There are a couple of issues here.

First, the inexact number 4.225 is actually slightly smaller than the
exact value 4.225:

> (< 4.225 #e4.225)
#t
> (pretty-print-exact-as-decimal #t)
> (inexact->exact 4.225)
4.2249999999999996447286321199499070644378662109375

So, that's one reason to argue that "4.22" is the right answer.


Even if you use the exact number 4.225, though, you get a "2" as the
last digit:

> (real->decimal-string #e4.225 2)
"4.22"

That's because rounding in Racket is to "even" --- a different
convention than the one taught to most students, but one that it often
preferred in computing (because it often reduces accumulated error, as I
understand it).

[Robby Findler]

But why does 3.225 round differently than 4.225?

I see that this is different:

> (> 3.225 #e3.225)
#t

but I would have thought that the integer part wouldn't affect
anything here since floats have those parts separate? I thought?

Robby

[Neil Toronto]

On 11/29/2012 07:55 AM, Matthew Flatt wrote:
> At Thu, 29 Nov 2012 14:44:38 +0000, Greg Graham wrote:
> There are a couple of issues here.
>
> First, the inexact number 4.225 is actually slightly smaller than the
> exact value 4.225:
>

>[...]

>
> Even if you use the exact number 4.225, though, you get a "2" as the
> last digit:
>
> > (real->decimal-string #e4.225 2)
> "4.22"
>
> That's because rounding in Racket is to "even" --- a different
> convention than the one taught to most students, but one that it often
> preferred in computing (because it often reduces accumulated error, as I
> understand it).

Right. If you want to implement rounding with ties rounded away from
zero, you've got to do it yourself. Here's an implementation, which
takes an optional `scale' argument:

(define (round/ties-away x [scale 1])
(cond [(not (= scale 1)) (/ (round/ties-away (* x scale) 1) scale)]
[(x . < . 0) (truncate (- x 1/2))]
[else (truncate (+ x 1/2))]))

> (real->decimal-string (round/ties-away #e4.225 100) 2)
"4.23"

You'd still need to compute using exact numbers, though, because as
Matthew said, 4.225 is a little smaller than #e4.225:

> (real->decimal-string (round/ties-away 4.225 100) 2)
"4.22"

Also, multiplying and dividing inexact numbers by non-powers-of-two
introduces a little bit of error, which can make scaling before rounding
produce the wrong result. With exact numbers, though, it's, uh, exact.

Neil ⊥

[Neil Toronto]

This is because numbers in [4.0,8.0) have one fewer bit with which to
represent the fractional part than numbers in [2.0,4.0). That bit is
needed to represent the larger integer part.

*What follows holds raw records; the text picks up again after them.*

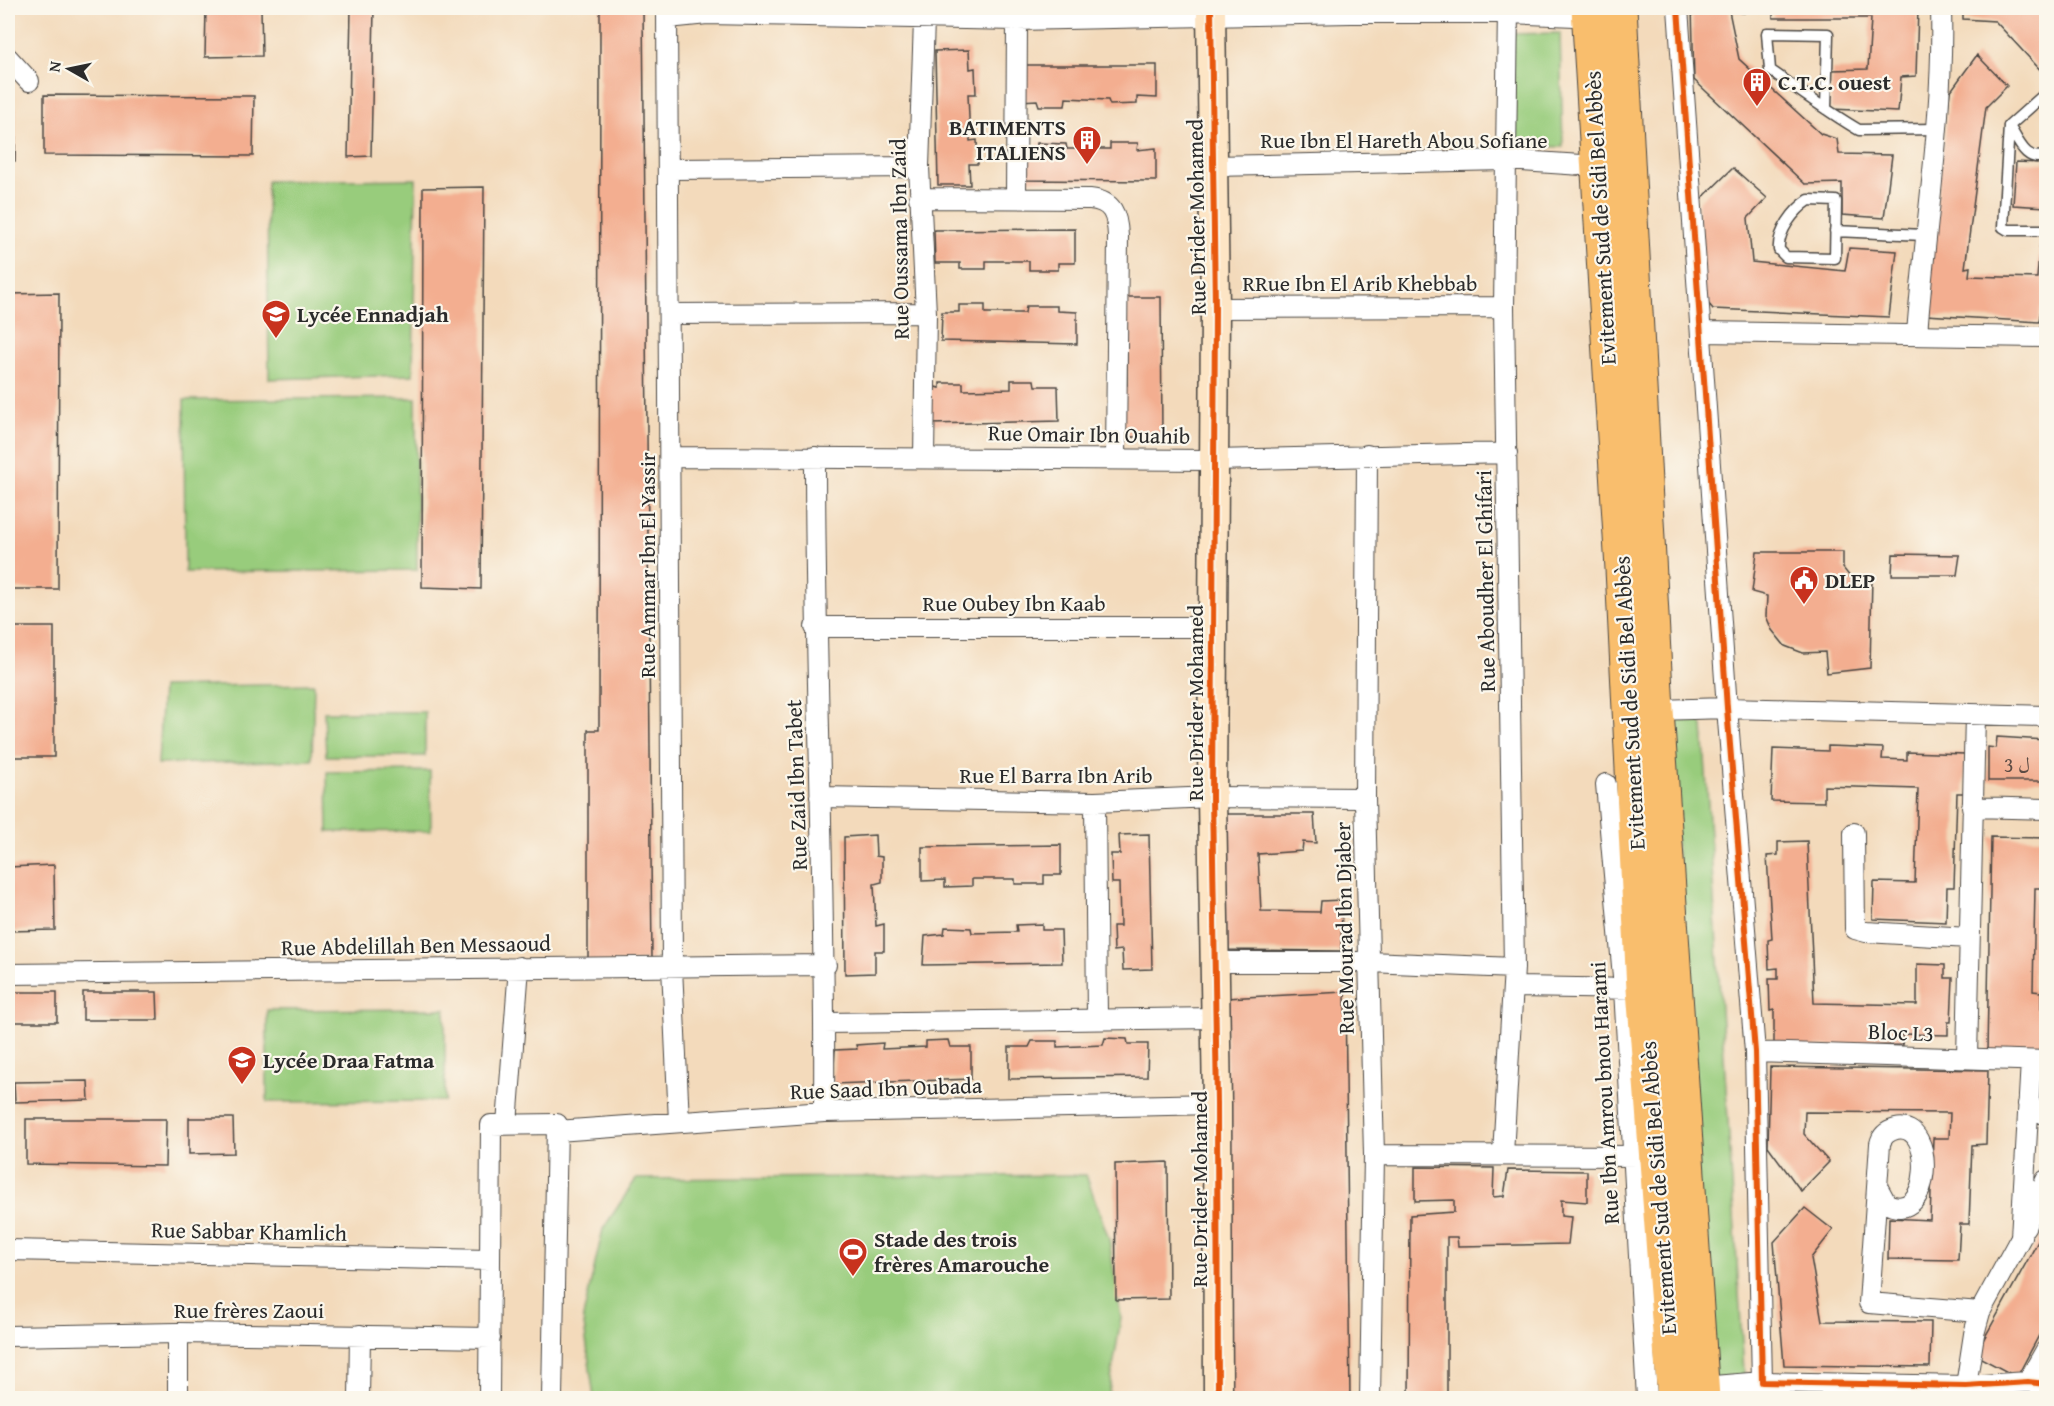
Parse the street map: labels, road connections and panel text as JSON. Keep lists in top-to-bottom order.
{
  "streets": {
    "highway": ["Evitement Sud de Sidi Bel Abbès"],
    "street": [
      "Rue Ibn El Hareth Abou Sofiane",
      "Rue Drider Mohamed",
      "Rue Oussama Ibn Zaid",
      "RRue Ibn El Arib Khebbab",
      "Rue Omair Ibn Ouahib",
      "Rue Ammar Ibn El Yassir",
      "Rue Aboudher El Ghifari",
      "Rue Oubey Ibn Kaab",
      "Rue El Barra Ibn Arib",
      "Rue Zaid Ibn Tabet",
      "Rue Mourad Ibn Djaber",
      "Rue Abdelillah Ben Messaoud",
      "Bloc L3",
      "Rue Saad Ibn Oubada",
      "Rue Ibn Amrou bnou Harami",
      "Rue Sabbar Khamlich",
      "Rue frères Zaoui"
    ]
  },
  "crossings": [
    ["Rue Ibn El Hareth Abou Sofiane", "Rue Drider Mohamed"],
    ["Rue Ibn El Hareth Abou Sofiane", "Evitement Sud de Sidi Bel Abbès"],
    ["Rue Ibn El Hareth Abou Sofiane", "Rue Aboudher El Ghifari"],
    ["Rue Drider Mohamed", "RRue Ibn El Arib Khebbab"],
    ["Rue Drider Mohamed", "Rue Omair Ibn Ouahib"],
    ["Rue Drider Mohamed", "Rue Oubey Ibn Kaab"],
    ["Rue Drider Mohamed", "Rue El Barra Ibn Arib"],
    ["Rue Drider Mohamed", "Rue Saad Ibn Oubada"],
    ["Evitement Sud de Sidi Bel Abbès", "Rue Ibn Amrou bnou Harami"],
    ["Rue Oussama Ibn Zaid", "Rue Omair Ibn Ouahib"],
    ["RRue Ibn El Arib Khebbab", "Rue Aboudher El Ghifari"],
    ["Rue Omair Ibn Ouahib", "Rue Ammar Ibn El Yassir"],
    ["Rue Omair Ibn Ouahib", "Rue Aboudher El Ghifari"],
    ["Rue Omair Ibn Ouahib", "Rue Zaid Ibn Tabet"],
    ["Rue Omair Ibn Ouahib", "Rue Mourad Ibn Djaber"],
    ["Rue Ammar Ibn El Yassir", "Rue Abdelillah Ben Messaoud"],
    ["Rue Ammar Ibn El Yassir", "Rue Saad Ibn Oubada"],
    ["Rue Oubey Ibn Kaab", "Rue Zaid Ibn Tabet"],
    ["Rue El Barra Ibn Arib", "Rue Zaid Ibn Tabet"],
    ["Rue El Barra Ibn Arib", "Rue Mourad Ibn Djaber"],
    ["Rue Zaid Ibn Tabet", "Rue Abdelillah Ben Messaoud"],
    ["Rue Zaid Ibn Tabet", "Rue Saad Ibn Oubada"]
  ],
  "places": {
    "building": ["C.T.C. ouest", "BATIMENTS ITALIENS"],
    "school or university": ["Lycée Ennadjah", "Lycée Draa Fatma"],
    "public building": ["DLEP"],
    "sports": ["Stade des trois frères Amarouche"]
  },
  "house_numbers": ["ل 3"],
  "north": "left"
}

Alternatively, you can understand it in terms of how many flonums there
are between each integer. That number decreases as the numbers get
farther from zero:

> (require unstable/flonum) ; (require math/flonum) on the nightlies
> (flonums-between 2.0 3.0)
2251799813685248
> (flonums-between 4.0 5.0)
1125899906842624

It gets really sparse, eventually:

> (flonums-between (expt 2.0 52.0) (+ (expt 2.0 52.0) 1.0))
1

Neil ⊥

[Stephen Bloch]

Another rounding function won't help, because by the time the READER has finished with the character string "4.225", the internal form is already slightly less than 4225/1000. And if you're getting the inexact 4.225 from somewhere else, again it's not really 4225/1000 so it's already too late to round it the way you want.

You could work in a student language, where the reader reads decimals as exact by default :-)

Seriously, I'm sure there's a way to tell the reader in other languages to read decimals as exact; I just don't know what it is.


Stephen Bloch
sbl...@adelphi.edu

[Stephen Bloch]

On Nov 29, 2012, at 11:01 AM, Neil Toronto wrote:

> This is because numbers in [4.0,8.0) have one fewer bit with which to represent the fractional part than numbers in [2.0,4.0). That bit is needed to represent the larger integer part.

Cute! I want to assign this as an exam problem for my computer-architecture students.


Stephen Bloch
sbl...@adelphi.edu

[Pierpaolo Bernardi]

On Thu, Nov 29, 2012 at 4:48 PM, Robby Findler
<ro...@eecs.northwestern.edu> wrote:
> But why does 3.225 round differently than 4.225?

Neither 3.225 nor 4.225 can be represented exactly in binary floating-point.

The numbers actually parsed are:

> (write-rational-expansion (inexact->exact 4.225))
4.2249999999999996447286321199499070644378662109375(0)
> (write-rational-expansion (inexact->exact 3.225))
3.225000000000000088817841970012523233890533447265625(0)

[Stephen Bloch]

On Nov 29, 2012, at 11:01 AM, Neil Toronto wrote:

> This is because numbers in [4.0,8.0) have one fewer bit with which to represent the fractional part than numbers in [2.0,4.0). That bit is needed to represent the larger integer part.

I'm trying to replicate this in Java, using the DecimalFormat class, and I'm getting

0.225 -> "0.22"
1.225 -> "1.22"
2.225 -> "2.22"
3.225 -> "3.22"
4.225 -> "4.22"
9.225 -> "9.22"
17.225 -> "17.22"
35.225 -> "35.22"
68.225 -> "68.22"
130.225 -> "130.22"
250.225 -> "250.22"

What gives? If Java and Racket are both using IEEE standard double-precision floating point, and both rounding-to-even (as the DecimalFormat class doc says it does by default), why am I NEVER getting round-up behavior in Java?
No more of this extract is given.